(Beginning of DATA PROVIDED)

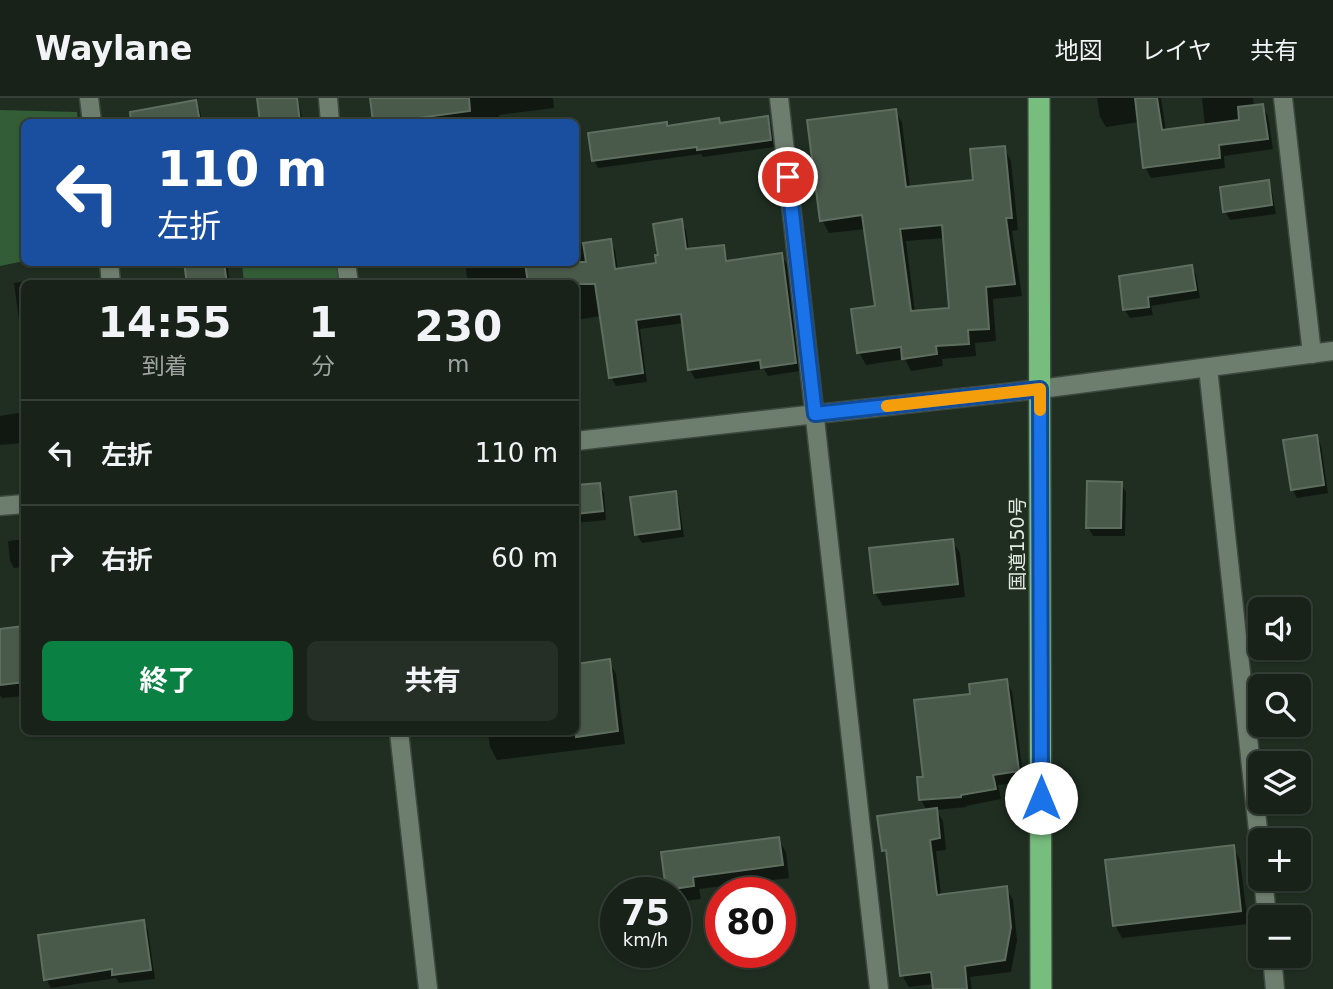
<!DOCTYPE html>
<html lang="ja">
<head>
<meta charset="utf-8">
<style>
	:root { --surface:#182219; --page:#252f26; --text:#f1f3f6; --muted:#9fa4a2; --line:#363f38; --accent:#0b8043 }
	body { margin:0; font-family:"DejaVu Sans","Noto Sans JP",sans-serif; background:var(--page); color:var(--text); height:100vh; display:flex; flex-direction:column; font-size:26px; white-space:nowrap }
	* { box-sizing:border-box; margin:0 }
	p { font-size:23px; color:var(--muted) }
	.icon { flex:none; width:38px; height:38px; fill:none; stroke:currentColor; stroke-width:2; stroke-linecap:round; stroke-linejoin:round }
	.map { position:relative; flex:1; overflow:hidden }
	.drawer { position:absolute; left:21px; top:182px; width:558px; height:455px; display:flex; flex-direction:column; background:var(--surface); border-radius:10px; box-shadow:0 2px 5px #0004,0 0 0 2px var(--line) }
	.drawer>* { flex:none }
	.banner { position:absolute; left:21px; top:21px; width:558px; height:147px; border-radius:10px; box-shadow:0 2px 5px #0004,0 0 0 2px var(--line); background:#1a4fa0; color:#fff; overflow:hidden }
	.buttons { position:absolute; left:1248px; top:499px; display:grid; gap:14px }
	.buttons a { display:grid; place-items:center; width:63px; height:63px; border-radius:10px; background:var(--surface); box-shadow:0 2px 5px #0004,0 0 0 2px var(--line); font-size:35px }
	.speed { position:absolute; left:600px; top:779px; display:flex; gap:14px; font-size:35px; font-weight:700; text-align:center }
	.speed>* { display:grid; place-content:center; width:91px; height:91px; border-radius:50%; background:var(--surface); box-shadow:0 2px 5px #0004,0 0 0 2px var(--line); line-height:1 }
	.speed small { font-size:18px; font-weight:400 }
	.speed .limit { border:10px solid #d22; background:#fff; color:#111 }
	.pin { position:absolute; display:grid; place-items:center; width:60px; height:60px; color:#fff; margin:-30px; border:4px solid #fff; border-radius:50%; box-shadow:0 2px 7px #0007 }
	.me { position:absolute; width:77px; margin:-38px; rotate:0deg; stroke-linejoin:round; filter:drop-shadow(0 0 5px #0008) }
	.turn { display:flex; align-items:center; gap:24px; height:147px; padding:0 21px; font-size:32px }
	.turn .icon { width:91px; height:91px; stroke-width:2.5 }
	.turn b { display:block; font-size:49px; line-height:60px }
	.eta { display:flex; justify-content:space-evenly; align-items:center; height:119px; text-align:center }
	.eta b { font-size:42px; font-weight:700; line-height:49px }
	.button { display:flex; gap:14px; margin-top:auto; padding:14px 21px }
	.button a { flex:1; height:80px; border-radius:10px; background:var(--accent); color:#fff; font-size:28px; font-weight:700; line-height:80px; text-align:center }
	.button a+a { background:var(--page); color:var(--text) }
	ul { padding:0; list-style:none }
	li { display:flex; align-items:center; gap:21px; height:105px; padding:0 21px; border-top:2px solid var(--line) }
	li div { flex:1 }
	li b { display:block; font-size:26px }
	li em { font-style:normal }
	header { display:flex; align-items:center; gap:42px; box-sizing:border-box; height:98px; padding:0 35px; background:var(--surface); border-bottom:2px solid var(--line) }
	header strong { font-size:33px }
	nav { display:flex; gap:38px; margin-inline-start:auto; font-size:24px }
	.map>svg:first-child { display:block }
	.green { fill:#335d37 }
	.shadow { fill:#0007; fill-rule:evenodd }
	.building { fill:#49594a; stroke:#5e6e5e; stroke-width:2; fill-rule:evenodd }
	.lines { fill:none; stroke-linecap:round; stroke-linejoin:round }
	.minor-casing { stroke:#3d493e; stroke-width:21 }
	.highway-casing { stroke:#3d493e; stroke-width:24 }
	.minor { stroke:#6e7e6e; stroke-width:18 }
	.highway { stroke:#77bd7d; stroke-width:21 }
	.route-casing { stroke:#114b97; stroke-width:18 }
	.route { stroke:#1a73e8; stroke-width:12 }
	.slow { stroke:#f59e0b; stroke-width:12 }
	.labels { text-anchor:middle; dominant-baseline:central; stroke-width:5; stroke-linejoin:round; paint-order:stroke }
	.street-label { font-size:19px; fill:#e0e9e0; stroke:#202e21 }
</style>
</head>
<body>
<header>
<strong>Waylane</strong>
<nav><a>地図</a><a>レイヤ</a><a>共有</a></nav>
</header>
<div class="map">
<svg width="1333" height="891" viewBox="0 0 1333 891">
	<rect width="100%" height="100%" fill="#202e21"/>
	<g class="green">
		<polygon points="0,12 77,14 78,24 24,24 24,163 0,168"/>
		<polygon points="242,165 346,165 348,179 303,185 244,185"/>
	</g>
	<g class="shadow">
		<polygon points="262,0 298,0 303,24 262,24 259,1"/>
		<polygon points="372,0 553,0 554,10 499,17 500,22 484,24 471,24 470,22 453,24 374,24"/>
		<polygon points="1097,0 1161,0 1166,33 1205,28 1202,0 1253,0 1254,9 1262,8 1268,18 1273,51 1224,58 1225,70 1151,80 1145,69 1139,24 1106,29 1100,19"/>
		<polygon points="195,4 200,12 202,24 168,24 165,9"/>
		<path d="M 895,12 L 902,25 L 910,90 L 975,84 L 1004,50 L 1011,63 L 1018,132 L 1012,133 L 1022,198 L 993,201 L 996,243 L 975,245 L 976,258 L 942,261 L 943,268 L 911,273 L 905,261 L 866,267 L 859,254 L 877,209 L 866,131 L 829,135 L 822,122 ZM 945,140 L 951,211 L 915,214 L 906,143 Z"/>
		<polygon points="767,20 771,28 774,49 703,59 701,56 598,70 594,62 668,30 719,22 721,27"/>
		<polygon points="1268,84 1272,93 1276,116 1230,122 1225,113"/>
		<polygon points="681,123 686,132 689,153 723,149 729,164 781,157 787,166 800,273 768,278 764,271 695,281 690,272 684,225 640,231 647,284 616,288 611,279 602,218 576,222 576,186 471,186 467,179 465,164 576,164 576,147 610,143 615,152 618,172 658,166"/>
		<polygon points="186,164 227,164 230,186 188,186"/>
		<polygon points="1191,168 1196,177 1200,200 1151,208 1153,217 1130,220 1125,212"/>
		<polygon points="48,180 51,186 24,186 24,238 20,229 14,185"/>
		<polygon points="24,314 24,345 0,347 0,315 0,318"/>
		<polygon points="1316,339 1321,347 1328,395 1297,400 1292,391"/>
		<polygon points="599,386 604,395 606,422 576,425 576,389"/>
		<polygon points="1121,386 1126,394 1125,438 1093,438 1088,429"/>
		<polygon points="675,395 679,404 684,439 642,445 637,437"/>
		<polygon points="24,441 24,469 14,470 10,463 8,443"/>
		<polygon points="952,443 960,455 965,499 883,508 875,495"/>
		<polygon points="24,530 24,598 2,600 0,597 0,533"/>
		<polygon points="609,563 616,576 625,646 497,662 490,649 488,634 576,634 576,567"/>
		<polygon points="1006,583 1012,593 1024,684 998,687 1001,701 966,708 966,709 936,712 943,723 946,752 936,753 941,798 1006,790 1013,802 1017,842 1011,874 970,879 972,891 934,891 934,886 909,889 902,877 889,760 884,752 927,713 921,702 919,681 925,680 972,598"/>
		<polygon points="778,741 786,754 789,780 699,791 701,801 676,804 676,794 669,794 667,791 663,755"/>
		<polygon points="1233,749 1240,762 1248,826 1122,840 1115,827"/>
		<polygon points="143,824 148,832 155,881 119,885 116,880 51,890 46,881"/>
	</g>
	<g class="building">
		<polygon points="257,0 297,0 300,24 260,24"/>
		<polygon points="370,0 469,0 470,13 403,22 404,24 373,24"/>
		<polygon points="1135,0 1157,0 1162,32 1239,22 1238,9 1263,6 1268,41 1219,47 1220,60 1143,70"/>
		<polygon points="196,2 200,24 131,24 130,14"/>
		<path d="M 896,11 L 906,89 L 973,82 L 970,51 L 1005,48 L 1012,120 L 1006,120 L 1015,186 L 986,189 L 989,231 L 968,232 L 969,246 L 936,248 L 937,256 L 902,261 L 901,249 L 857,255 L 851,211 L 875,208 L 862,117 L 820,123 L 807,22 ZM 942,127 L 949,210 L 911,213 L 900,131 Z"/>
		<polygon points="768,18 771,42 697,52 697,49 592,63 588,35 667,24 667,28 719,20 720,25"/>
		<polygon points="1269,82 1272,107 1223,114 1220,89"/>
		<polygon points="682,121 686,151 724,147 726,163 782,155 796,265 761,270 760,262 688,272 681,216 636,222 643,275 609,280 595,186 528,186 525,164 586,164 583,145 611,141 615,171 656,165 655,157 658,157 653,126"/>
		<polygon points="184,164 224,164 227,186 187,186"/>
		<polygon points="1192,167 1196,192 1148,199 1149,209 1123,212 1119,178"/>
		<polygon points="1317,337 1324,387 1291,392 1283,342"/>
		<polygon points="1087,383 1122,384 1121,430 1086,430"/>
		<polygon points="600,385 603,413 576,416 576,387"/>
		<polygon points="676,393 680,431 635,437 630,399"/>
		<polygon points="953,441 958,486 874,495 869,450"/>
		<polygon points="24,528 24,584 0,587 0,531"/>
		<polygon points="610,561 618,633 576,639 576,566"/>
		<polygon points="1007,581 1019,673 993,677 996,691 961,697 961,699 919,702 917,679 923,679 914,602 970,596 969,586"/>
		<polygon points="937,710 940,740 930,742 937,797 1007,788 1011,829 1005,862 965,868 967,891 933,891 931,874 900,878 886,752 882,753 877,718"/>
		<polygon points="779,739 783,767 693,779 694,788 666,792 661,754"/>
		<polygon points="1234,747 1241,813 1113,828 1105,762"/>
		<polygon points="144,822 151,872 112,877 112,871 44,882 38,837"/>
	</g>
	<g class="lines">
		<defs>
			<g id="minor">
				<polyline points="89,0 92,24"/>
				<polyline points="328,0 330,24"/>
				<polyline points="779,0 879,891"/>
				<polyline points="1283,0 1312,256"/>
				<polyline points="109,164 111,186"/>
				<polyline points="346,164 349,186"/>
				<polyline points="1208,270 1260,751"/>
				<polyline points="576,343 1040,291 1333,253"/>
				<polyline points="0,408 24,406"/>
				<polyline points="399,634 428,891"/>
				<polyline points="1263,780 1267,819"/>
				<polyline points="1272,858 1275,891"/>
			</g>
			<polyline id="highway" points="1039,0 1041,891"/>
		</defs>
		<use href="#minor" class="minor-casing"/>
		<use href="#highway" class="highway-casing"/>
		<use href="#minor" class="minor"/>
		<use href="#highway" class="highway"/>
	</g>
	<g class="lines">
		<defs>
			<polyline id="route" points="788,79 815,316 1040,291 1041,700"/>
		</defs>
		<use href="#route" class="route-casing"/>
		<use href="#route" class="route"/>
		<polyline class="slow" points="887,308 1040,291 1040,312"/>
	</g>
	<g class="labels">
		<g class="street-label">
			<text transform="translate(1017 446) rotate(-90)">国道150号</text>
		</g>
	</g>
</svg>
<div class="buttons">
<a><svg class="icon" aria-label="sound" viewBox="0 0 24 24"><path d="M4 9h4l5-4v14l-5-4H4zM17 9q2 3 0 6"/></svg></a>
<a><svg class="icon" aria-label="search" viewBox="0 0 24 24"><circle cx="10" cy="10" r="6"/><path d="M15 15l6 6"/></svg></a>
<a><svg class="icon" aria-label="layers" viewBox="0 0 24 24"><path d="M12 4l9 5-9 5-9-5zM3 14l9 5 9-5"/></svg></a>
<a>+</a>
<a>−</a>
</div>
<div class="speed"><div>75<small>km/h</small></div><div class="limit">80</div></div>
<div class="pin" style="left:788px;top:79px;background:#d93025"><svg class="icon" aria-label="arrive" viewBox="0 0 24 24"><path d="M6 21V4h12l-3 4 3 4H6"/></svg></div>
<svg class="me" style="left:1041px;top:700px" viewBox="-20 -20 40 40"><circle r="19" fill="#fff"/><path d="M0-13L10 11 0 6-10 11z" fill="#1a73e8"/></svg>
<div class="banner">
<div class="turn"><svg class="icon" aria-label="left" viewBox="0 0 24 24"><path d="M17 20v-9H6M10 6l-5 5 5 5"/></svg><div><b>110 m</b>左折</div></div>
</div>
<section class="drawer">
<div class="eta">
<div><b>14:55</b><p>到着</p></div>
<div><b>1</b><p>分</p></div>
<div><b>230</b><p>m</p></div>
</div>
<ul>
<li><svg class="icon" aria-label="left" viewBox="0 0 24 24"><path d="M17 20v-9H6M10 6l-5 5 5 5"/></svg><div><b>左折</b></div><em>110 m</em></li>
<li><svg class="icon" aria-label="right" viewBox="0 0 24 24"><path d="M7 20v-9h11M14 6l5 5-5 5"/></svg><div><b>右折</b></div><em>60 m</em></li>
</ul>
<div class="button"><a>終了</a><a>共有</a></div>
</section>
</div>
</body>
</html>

(End of DATA PROVIDED)

### PROBLEM DESCRIPTION
Only the lines from the one with "<div><b>14:55</b><p>到着</p></div>" through the last line above should be restated, word for word.

### RESULT FOR THIS TASK
<div><b>14:55</b><p>到着</p></div>
<div><b>1</b><p>分</p></div>
<div><b>230</b><p>m</p></div>
</div>
<ul>
<li><svg class="icon" aria-label="left" viewBox="0 0 24 24"><path d="M17 20v-9H6M10 6l-5 5 5 5"/></svg><div><b>左折</b></div><em>110 m</em></li>
<li><svg class="icon" aria-label="right" viewBox="0 0 24 24"><path d="M7 20v-9h11M14 6l5 5-5 5"/></svg><div><b>右折</b></div><em>60 m</em></li>
</ul>
<div class="button"><a>終了</a><a>共有</a></div>
</section>
</div>
</body>
</html>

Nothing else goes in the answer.